John Huston
Cinéclub : Les hommes préfèrent les blondes (Hawks)
Les temps ont bien changé depuis 1953. Ce qui se dit des femmes dans la comédie d’Howard Hawks ne peut plus être reproduit aujourd’hui, tant mieux. Lorelei (Marilyn Monroe) et son amie Dorothy (Jane Russell) ont bourlingué depuis leur jeunesse pauvre à Little Rock. Elles nous le chantent dès la première scène, leurs corps sublimés par de somptueuses robes rouges. Des plumes sur la tête, elles sont de chatoyants oiseaux s’égayant dans un décor en technicolor. Oui elles ont profité de leur beauté pour s’en sortir, à l’affût d’hommes riches payant leurs caprices. Lorelei va enfin épouser un milliardaire, le crétinissime Gus Edmond Jr (Tommy Noonan). Partie en croisière vers la France, elle devra ne pas céder à sa faiblesse pour les diamants et leurs propriétaires, alors que le père de son futur époux la fait espionner par un détective (Elliott Reid) qui en pince pour Dorothy !
Le mythe Marilyn
Bien que son sous-texte soit des plus sexistes, Gentlemen prefer blondes se regarde avec un immense plaisir.
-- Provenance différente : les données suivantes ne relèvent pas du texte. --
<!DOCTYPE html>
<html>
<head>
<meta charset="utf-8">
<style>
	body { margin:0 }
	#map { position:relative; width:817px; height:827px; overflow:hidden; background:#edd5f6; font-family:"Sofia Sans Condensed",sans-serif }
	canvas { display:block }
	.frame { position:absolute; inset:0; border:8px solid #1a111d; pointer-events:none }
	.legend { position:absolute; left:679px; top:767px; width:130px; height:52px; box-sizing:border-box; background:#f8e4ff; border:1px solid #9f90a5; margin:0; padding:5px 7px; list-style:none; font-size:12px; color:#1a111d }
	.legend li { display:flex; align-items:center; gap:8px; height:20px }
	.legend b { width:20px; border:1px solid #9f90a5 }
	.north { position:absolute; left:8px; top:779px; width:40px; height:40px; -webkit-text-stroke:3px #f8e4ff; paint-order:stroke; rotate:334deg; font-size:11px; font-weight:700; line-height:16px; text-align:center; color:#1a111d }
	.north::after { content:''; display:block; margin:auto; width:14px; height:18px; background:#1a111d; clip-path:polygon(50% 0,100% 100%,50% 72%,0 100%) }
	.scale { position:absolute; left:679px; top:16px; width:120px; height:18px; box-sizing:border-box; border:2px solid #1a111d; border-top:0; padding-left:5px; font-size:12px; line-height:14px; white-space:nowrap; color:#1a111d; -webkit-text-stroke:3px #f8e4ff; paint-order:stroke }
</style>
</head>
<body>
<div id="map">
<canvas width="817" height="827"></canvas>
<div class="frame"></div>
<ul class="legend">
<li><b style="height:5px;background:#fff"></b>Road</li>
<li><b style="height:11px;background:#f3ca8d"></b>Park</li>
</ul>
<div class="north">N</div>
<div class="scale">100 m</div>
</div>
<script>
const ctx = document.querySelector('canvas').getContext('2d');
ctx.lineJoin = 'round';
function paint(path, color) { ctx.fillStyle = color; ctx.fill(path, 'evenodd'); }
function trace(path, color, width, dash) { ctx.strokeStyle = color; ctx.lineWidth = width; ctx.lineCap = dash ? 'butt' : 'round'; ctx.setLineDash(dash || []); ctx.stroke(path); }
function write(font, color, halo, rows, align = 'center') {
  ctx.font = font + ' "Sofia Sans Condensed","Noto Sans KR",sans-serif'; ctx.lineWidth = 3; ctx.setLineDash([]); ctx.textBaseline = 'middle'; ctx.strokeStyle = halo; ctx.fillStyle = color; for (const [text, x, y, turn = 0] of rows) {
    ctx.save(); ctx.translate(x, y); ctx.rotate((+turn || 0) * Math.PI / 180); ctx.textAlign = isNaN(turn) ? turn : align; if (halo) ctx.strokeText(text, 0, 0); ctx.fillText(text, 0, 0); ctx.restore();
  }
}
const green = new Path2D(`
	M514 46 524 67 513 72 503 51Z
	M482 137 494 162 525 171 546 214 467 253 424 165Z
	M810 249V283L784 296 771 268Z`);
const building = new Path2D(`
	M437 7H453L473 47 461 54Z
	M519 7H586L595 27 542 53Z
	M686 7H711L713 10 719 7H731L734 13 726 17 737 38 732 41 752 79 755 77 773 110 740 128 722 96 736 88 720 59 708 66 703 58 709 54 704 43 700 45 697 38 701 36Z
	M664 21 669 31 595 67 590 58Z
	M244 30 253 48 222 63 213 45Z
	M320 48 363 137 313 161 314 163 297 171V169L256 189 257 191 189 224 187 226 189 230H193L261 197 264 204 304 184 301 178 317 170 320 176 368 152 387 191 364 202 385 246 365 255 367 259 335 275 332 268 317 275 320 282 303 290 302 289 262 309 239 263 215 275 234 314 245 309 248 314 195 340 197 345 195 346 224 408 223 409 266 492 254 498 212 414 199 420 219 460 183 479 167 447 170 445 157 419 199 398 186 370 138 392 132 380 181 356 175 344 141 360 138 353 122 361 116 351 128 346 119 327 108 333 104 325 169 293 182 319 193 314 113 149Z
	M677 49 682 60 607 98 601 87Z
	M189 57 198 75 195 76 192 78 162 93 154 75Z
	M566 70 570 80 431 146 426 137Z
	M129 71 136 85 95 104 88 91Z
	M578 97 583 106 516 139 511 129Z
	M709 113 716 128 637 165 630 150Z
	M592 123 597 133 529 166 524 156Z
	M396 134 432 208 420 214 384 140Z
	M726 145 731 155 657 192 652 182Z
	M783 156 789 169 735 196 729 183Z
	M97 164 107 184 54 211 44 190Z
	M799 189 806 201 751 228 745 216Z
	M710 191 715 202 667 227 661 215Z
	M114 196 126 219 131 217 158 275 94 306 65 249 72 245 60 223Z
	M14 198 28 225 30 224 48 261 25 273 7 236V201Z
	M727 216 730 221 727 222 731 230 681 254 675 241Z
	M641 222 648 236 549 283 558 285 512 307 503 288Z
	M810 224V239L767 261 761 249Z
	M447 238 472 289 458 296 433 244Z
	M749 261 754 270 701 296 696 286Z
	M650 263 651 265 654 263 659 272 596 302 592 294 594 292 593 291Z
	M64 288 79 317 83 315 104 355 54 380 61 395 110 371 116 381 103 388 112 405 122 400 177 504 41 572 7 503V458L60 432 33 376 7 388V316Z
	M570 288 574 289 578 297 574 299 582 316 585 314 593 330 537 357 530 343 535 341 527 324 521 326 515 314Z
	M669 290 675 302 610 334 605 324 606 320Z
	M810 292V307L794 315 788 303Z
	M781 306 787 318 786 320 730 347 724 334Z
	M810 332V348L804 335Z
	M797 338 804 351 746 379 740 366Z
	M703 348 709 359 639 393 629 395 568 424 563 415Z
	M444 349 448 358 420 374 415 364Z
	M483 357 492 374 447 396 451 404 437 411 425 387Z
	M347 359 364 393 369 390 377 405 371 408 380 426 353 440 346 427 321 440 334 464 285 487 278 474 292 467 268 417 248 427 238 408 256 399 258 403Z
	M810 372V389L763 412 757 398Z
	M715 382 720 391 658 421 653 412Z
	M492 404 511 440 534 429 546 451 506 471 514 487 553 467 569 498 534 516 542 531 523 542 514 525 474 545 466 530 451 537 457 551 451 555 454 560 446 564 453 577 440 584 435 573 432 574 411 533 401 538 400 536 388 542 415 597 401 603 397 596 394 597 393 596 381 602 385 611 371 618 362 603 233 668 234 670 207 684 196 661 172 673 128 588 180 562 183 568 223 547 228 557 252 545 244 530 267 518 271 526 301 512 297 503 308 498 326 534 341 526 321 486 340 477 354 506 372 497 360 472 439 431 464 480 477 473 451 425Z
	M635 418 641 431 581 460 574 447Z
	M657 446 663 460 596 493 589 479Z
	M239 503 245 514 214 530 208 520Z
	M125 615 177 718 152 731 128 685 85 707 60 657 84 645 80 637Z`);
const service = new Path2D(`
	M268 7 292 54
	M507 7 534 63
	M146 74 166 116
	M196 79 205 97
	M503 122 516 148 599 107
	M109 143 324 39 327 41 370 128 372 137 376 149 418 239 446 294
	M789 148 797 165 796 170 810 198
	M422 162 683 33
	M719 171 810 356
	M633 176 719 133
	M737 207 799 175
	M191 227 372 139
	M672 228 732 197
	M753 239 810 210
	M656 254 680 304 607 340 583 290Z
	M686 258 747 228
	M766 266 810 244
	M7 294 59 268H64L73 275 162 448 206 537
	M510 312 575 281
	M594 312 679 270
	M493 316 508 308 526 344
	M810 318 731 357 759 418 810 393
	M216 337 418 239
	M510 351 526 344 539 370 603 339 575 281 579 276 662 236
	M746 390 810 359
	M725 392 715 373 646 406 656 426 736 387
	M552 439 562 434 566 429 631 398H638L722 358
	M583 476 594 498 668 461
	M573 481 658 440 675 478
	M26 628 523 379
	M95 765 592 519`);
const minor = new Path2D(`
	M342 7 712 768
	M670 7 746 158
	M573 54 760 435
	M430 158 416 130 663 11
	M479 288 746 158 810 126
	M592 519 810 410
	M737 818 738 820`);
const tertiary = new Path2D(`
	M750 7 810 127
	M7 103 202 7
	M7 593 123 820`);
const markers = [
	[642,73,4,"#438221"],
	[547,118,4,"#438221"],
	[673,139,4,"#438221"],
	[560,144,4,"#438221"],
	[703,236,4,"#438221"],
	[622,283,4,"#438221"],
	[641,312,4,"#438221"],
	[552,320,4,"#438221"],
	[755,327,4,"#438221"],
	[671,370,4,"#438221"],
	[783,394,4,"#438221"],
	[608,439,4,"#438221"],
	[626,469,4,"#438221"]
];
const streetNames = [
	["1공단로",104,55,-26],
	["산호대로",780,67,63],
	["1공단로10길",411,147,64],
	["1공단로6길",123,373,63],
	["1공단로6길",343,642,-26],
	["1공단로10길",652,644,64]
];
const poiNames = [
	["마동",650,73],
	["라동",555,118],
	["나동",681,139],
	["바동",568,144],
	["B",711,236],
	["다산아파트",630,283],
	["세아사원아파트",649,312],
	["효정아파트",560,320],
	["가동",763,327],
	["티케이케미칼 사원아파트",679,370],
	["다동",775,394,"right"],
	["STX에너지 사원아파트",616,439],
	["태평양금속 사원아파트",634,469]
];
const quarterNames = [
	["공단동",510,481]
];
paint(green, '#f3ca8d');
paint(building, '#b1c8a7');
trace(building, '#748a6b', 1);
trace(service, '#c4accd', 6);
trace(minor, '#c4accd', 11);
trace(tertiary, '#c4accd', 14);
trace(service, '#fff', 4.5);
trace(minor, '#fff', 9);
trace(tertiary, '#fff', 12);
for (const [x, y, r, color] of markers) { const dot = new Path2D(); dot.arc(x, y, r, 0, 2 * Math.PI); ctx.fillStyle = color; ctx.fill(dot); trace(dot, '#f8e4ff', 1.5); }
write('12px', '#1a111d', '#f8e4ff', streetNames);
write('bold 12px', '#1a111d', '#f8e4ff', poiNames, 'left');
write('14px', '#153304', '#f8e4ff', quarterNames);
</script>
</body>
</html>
Il enchaîne les dialogues piquants, les scènes comiques et les numéros chantés mémorables comme ce Diamond are a girl’s best friend, copié par Madonna dans le clip de Material girl. On comprend le mythe Marilyn Monroe, qui y apparaît dans toute sa vérité. Bien que méprisés par de nombreux contemporains, ses talents de comédienne la font jouer une femme-enfant très subtile, à la fois cruche et extrêmement maligne. Enjôleuse, elle interprète une fille ouvertement cupide, qui vole une tiare de diamants, tout en gardant un air de profonde naïveté. On lui pardonne d’autant plus facilement qu’elle n’est pas bête du tout et souvent très drôle. Mr Esmond Sr : « Say, they told me you were stupid ! You don’t sound stupid to me! ». Elle : « I can be smart when it’s important. » Parce qu’il est sans cesse gai et outré, le film édulcore des situations qui pourraient sembler glauques. Des jeunes femmes cherchant à se faire entretenir par de vieux barbons, offrant leur compagnie pour de l’argent, c’est une forme de prostitution. Mais Howard Hawks ne porte pas de jugement moral, sa mise en scène ne surligne pas, elle joue ces situations caricaturales en toute tranquillité.
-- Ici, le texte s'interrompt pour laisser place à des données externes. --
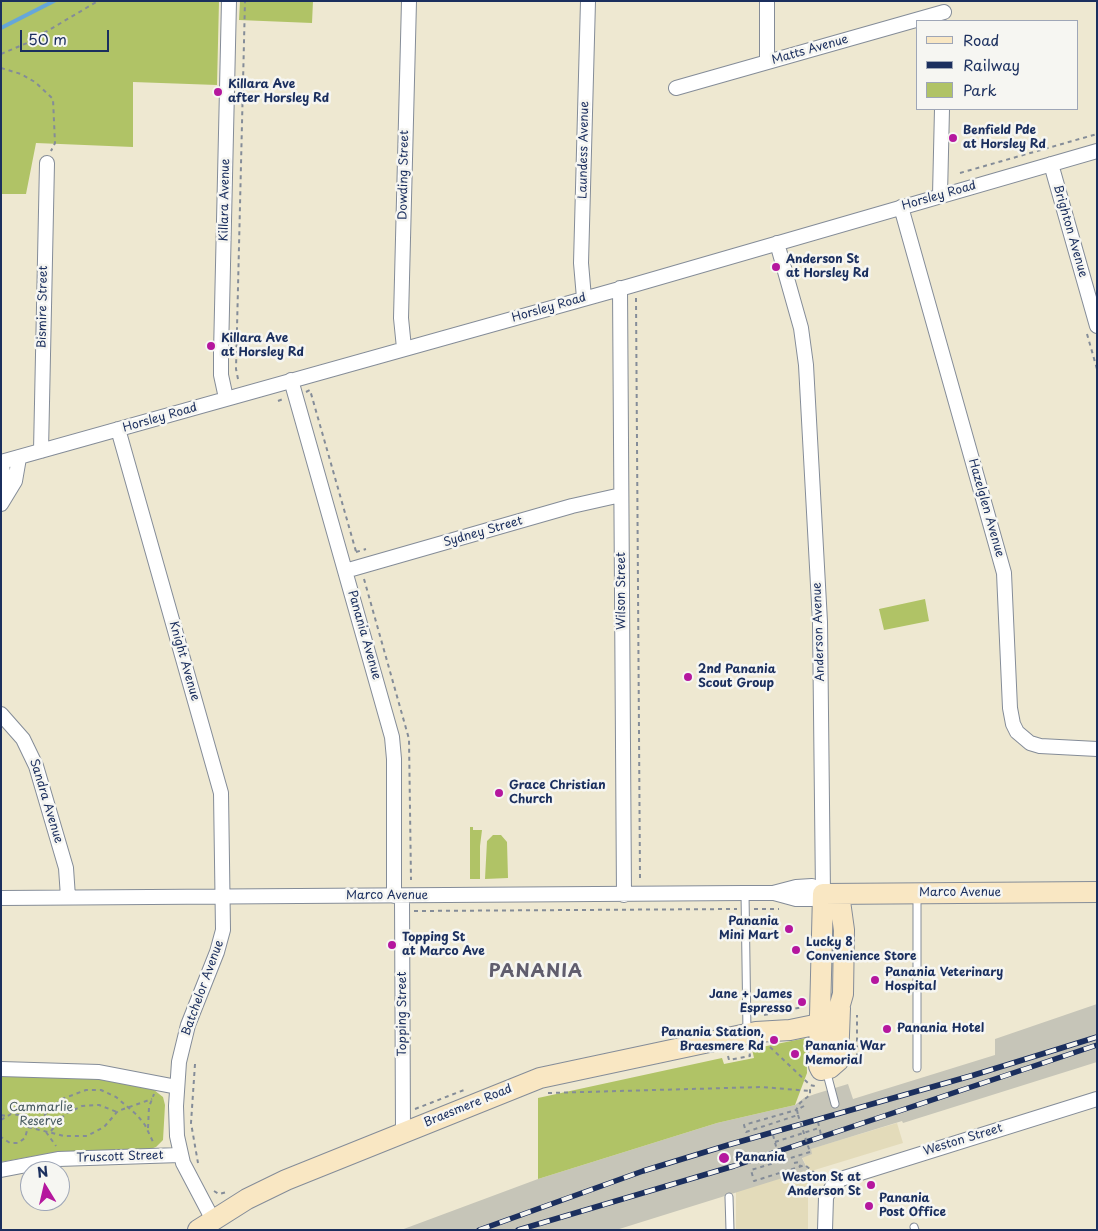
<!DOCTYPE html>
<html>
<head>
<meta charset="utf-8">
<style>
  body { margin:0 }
  #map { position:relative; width:1098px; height:1231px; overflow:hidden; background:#eee8d1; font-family:"Playpen Sans",sans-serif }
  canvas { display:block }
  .frame { position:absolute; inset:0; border:2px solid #1b2f5e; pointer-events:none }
  .legend { position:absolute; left:916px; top:20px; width:162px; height:90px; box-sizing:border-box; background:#f6f6f2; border:1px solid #9ea6b7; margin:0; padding:6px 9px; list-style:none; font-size:15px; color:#1b2f5e }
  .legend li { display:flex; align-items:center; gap:10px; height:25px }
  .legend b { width:25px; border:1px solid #9ea6b7 }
  .north { position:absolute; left:20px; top:1161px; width:50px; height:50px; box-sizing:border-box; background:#f6f6f2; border:1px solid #9ea6b7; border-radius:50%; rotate:351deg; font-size:14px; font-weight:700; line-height:20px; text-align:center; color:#1b2f5e }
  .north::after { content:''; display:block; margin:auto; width:18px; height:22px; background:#b5179e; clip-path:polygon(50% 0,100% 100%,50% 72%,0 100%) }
  .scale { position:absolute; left:20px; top:30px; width:89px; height:22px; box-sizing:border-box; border:2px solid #1b2f5e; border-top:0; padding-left:6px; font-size:15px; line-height:18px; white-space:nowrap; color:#1b2f5e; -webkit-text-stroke:4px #f6f6f2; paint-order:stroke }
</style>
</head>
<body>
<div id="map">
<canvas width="1098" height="1231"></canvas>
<div class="frame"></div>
<ul class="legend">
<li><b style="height:6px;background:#f9e7c3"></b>Road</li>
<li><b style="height:6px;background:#1b2f5e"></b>Railway</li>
<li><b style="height:14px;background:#b0c366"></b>Park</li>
</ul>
<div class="north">N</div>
<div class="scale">50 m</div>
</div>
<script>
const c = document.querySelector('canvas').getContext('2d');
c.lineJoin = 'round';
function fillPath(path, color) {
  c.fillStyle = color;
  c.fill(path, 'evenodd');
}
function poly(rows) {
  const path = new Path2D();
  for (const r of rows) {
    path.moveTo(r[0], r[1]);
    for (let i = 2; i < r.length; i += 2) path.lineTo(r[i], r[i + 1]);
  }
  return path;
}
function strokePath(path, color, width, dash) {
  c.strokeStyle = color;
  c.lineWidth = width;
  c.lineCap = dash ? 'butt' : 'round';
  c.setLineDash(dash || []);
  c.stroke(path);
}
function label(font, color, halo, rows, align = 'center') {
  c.font = font + ' "Playpen Sans",sans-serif';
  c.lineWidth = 5;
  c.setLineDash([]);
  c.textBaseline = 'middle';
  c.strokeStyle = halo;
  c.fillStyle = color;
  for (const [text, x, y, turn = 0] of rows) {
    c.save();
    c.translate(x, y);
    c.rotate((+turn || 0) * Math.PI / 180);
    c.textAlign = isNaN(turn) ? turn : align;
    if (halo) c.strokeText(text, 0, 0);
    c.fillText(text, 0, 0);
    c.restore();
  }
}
fillPath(poly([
  [897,1123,903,1143,808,1172,808,1230,736,1230,736,1191,808,1170,802,1157,810,1149]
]), '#e3dbba');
fillPath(poly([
  [1097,1004,1097,1062,903,1123,902,1121,811,1149,812,1154,802,1158,808,1170,616,1230,401,1230,538,1179,717,1123,795,1105,804,1098,815,1094,848,1084,853,1099,995,1055,995,1039]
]), '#c6c5b8');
fillPath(poly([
  [1,1,219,1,217,85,133,82,133,147,36,143,26,194,1,194],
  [240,1,313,1,312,23,239,20],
  [925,599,929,621,884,630,879,609],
  [470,827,473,827,473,830,482,830,480,846,480,879,470,879],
  [493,835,501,835,507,842,508,878,485,879,487,841],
  [806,1038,807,1073,795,1105,717,1123,538,1179,538,1098,722,1058,724,1064,754,1058,752,1049],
  [1,1076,89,1077,154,1090,163,1097,165,1105,163,1140,156,1147,148,1150,57,1152,1,1162]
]), '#b0c366');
strokePath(poly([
  [1,28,54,1]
]), '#66a7d9', 4);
const lane = poly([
  [745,893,747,1033],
  [917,896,917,1068],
  [826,1070,835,1104],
  [729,1197,730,1230],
  [914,1227,915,1230]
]);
const street = poly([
  [767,1,767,62],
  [676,88,944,12],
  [1051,164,1097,326],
  [940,195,942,109],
  [901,207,1004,573,1010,708,1013,724,1017,732,1030,743,1040,746,1097,749],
  [777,243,801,328,806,365,820,622,823,894],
  [620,288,624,895],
  [584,298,581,263,588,1],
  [404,348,401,318,409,1],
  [291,380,392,737,394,759,394,896],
  [226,398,221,375,221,353,229,1],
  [118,429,221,793,223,930,217,952,188,1025,179,1062,176,1106,177,1136,183,1163,213,1220],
  [41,451,47,163],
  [1,462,630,286,1097,151],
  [2,462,5,496],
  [1,504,15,481,19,458],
  [345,571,572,506,621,495],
  [1,714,23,739,36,766,66,868,68,897],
  [774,893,796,899,811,899,823,894],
  [402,896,403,1132],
  [1,898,745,893,773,893,796,887,812,886,823,894],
  [1,1069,99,1072,177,1087],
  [1,1170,58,1159,180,1155],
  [825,1230,826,1197,832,1187,841,1179,1097,1099]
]);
const secondary = poly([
  [840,1008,838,1061,830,1068,821,1070,819,1066,819,1056,823,894,1097,892],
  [198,1230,247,1199,286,1180,540,1078,756,1032,790,1030,829,1022,837,1015,843,994,844,930,839,894]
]);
strokePath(lane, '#848c98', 9);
strokePath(street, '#848c98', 16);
strokePath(secondary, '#848c98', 22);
strokePath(poly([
  [1,54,27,43,98,1],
  [1,68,21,74,35,82,53,99,55,143,51,151],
  [960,173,1097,134],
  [636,298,640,878],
  [1087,334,1097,369],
  [238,379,236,369,245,1],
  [306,392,310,390,357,555],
  [278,401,283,399],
  [356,552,366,549],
  [364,579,409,739,411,880],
  [754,909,779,909],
  [414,911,737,909],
  [764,1015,803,1007],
  [770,1047,810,1085,815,1086],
  [728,1056,729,1060,750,1056,749,1050],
  [195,1064,191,1123,198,1163],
  [854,1065,857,1056,857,1015],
  [548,1093,762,1087,810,1091],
  [804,1106,797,1110,798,1115,746,1132,744,1125,796,1110,800,1103,810,1095,810,1086],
  [415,1109,464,1090],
  [1,1115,7,1116],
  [1,1120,11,1114,19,1115,25,1119,28,1127,25,1138,18,1143,10,1143,1,1137],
  [818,1122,821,1135],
  [28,1127,64,1136,87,1136,104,1127,118,1111,152,1099],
  [34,1128,48,1111,62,1099,86,1090,101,1090,116,1097,137,1115,145,1125,154,1144],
  [148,1128,149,1107,154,1094],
  [51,1131,65,1114,82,1106,99,1105,117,1112],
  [46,1132,56,1146],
  [773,1135,777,1150],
  [775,1142,819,1128],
  [810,1152,751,1170,754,1181,805,1165,817,1175],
  [794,1163,799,1162,800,1166],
  [214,1191,219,1194,227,1192]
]), '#848c98', 2, [4, 4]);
strokePath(lane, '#fff', 7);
strokePath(street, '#fff', 14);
strokePath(secondary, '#f9e7c3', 20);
const rail = poly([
  [479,1230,643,1171,728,1145,974,1075,1097,1037],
  [518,1230,734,1166,1097,1045]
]);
strokePath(rail, '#1b2f5e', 5.5);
strokePath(rail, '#f6f6f2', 4, [11]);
strokePath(poly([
  [798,1115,810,1152]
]), '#848c98', 2, [4, 4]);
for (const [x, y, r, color] of [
  [218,92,5,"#b5179e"],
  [953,138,5,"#b5179e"],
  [776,267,5,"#b5179e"],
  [211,346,5,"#b5179e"],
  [688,677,5,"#b5179e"],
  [499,793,5,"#b5179e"],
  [789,929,5,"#b5179e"],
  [392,945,5,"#b5179e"],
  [796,950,5,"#b5179e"],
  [875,980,5,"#b5179e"],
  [802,1002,5,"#b5179e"],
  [887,1029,5,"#b5179e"],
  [774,1040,5,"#b5179e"],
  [795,1054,5,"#b5179e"],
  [724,1158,6,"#b5179e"],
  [871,1185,5,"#b5179e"],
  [869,1206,5,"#b5179e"]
]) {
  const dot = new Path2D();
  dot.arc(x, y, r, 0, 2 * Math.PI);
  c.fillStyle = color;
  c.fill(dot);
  strokePath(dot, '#f6f6f2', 2);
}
label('12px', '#1b2f5e', '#f6f6f2', [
  ["Matts Avenue",810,50,-16],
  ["Laundess Avenue",584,150,-89],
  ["Dowding Street",404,175,-89],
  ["Horsley Road",939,196,-16],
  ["Killara Avenue",225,200,-89],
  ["Brighton Avenue",1070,231,74],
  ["Bismire Street",43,307,-89],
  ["Horsley Road",549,308,-16],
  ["Horsley Road",160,418,-16],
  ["Hazelglen Avenue",986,508,74],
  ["Sydney Street",483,532,-16],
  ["Wilson Street",622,591,-90],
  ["Anderson Avenue",819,632,-92],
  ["Panania Avenue",364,635,74],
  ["Knight Avenue",184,661,74],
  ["Sandra Avenue",46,801,73],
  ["Marco Avenue",960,893],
  ["Marco Avenue",387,896],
  ["Batchelor Avenue",203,988,-70],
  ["Topping Street",403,1014,-90],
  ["Braesmere Road",468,1106,-22],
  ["Weston Street",963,1140,-17],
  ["Truscott Street",120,1157,-2]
]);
label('bold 12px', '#1b2f5e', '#f6f6f2', [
  ["Killara Ave",228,85],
  ["after Horsley Rd",228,99],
  ["Benfield Pde",963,131],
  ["at Horsley Rd",963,145],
  ["Anderson St",786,260],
  ["at Horsley Rd",786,274],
  ["Killara Ave",221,339],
  ["at Horsley Rd",221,353],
  ["2nd Panania",698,670],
  ["Scout Group",698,684],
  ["Grace Christian",509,786],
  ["Church",509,800],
  ["Panania",779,922,"right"],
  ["Mini Mart",779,936,"right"],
  ["Topping St",402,938],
  ["at Marco Ave",402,952],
  ["Lucky 8",806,943],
  ["Convenience Store",806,957],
  ["Panania Veterinary",885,973],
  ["Hospital",885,987],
  ["Jane + James",792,995,"right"],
  ["Espresso",792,1009,"right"],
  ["Panania Hotel",897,1029],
  ["Panania Station,",764,1033,"right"],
  ["Braesmere Rd",764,1047,"right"],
  ["Panania War",805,1047],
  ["Memorial",805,1061],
  ["Panania",735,1158],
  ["Weston St at",861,1178,"right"],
  ["Anderson St",861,1192,"right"],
  ["Panania",879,1199],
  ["Post Office",879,1213]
], 'left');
label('12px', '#485b60', '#f6f6f2', [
  ["Cammarlie",41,1108],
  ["Reserve",41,1122]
]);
c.letterSpacing = '1px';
label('bold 18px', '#605d6d', '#f6f6f2', [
  ["PANANIA",536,972]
]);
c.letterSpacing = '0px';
</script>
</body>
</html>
Il est amusant de voir Lorelei absolument insensible au charme des hommes de son âge mais transformée en adorable babydoll quand un vieillard riche passe à côté d’elle. Elle est inaccessible au commun des mâles. Il ne faut pas sous-estimer une forme de résistance cynique à la domination masculine (qu’on ne confondra pas avec du féminisme), qu’on pourrait exprimer ainsi: « Tu veux mon corps ? D’accord mais il va falloir payer très cher. C’est du donnant-donnant. » Et on rit en la voyant infliger de petits coups d'éventail aux hommes qui n'offrent pas de bijoux assez chers!
La créature parfaite
Il est par ailleurs difficile de mépriser la beauté sensuelle si photogénique de la star, qui est le résultat d’une démarche opérée par les studios - la 20th Century Fox a produit le film. Les formes mises en valeur par une garde-robe sophistiquée, la peau laiteuse, le visage impeccablement maquillée, la blondeur éclatante, Monroe fait figure de sur-femme, archétype d’une sur-féminité éclatante, épanouie et jouée avec un tel naturel qu’une Marlène Dietrich, autre sex-symbol modelé auparavant par Hollywood, en paraît toute artificielle. Jane Russell, elle-même jolie et sculpturale fait un peu hommasse à côté d’une Marylin qu’on croirait taillée dans une pâtisserie appétissante. On comprend que la blonde mythique soit devenue le rêve humide de millions de spectateurs masculins et le modèle à copier de nombreuses femmes. Les studios ont tout fait pour ! Ils ont créé la créature parfaite. Elle se fond naturellement dans les fantasmes de l’époque tout en les ridiculisant gentiment. Alors, est-ce que les hommes préfèrent vraiment les blondes ? Oui au point que le film a l’idée géniale de transformer la brune Dorothy en blonde Lorelei, provoquant une très belle scène de chaos. C’est une sorte de fantasme de studio : la transformation de toute femme en Marilyn.
Quelques années avant la libération sexuelle et une émancipation massive par le travail, c’est comme si le vieux système masculin se payait un dernier fantasme, celui d’une femme-objet radieuse, oisive, vénale mais enfantine, dont tout mâle ordinaire souhaiterait être le daddy protecteur. Après elle, il y aura encore des stars féminines mythiques comme Brigitte Bardot, Claudia Cardinale ou Jane Fonda mais plus jamais le cinéma ne produira une féminité aussi exacerbée.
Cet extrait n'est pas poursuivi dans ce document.